A Snowman’s Heart
Legend has it that if you can warm up a snowman’s heart, s/he will become a real person. The person s/he once was. That is why we try to dress up these big, round snow-persons as best as possible, expecting that the glow will reignite inside and they will return to being happy.
Joy grew up believing in this legend and every year she would devise all sorts of things in the hope of turning the snowman into a real person. She would dress him with beautiful, colourful, clothes – not just the scarf, but a jacket, gloves, a woollen hat, sunglasses even. But that wouldn’t work. One year, she even made a snowwoman to keep him company, wishing that love and companionship was what made the snowman’s heart grow colder.
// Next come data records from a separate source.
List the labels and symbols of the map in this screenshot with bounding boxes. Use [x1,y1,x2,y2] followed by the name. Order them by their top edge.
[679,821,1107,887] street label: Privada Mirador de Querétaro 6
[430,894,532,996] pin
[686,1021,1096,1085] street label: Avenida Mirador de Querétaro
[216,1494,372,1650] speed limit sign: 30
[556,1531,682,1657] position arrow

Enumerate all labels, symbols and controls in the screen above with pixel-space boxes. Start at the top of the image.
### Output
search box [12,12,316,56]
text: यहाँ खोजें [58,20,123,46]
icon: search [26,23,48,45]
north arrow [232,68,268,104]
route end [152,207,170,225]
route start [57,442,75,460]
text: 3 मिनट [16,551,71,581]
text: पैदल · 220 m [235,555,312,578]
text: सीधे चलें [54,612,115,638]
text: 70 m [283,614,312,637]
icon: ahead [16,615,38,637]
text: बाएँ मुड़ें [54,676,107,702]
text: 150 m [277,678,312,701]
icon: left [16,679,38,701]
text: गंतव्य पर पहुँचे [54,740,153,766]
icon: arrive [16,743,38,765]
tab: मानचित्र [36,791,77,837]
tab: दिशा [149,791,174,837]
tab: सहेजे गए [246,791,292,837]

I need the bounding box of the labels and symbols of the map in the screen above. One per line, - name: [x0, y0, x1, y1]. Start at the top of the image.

The year her parents divorced, Joy was still a teenager. When winter came, she understood why the season causes some to fill with melancholy and depression. And when her own heart was broken, she realised what it is that makes some hearts grow cold.
Then she found a random hand-written note in a book she had borrowed from the library. It read: “Here’s the thing about people with good hearts. They give you excuses when you don’t explain yourself. They accept apologies you don’t give. At your worst, they lift you up, even if it means putting their priorities aside. It’s because they don’t make you work hard for the attention they give you. They accept the love they think they’ve earned and you accept the love you think you’re entitled to. Let me tell you something. Fear the day when a good heart gives up on you. Our skies don’t become grey out of nowhere. Our sunshine does not allow the darkness to take over for no reason. A heart does not turn cold unless it’s been treated with coldness for a while”.
It was signed with a snowflake.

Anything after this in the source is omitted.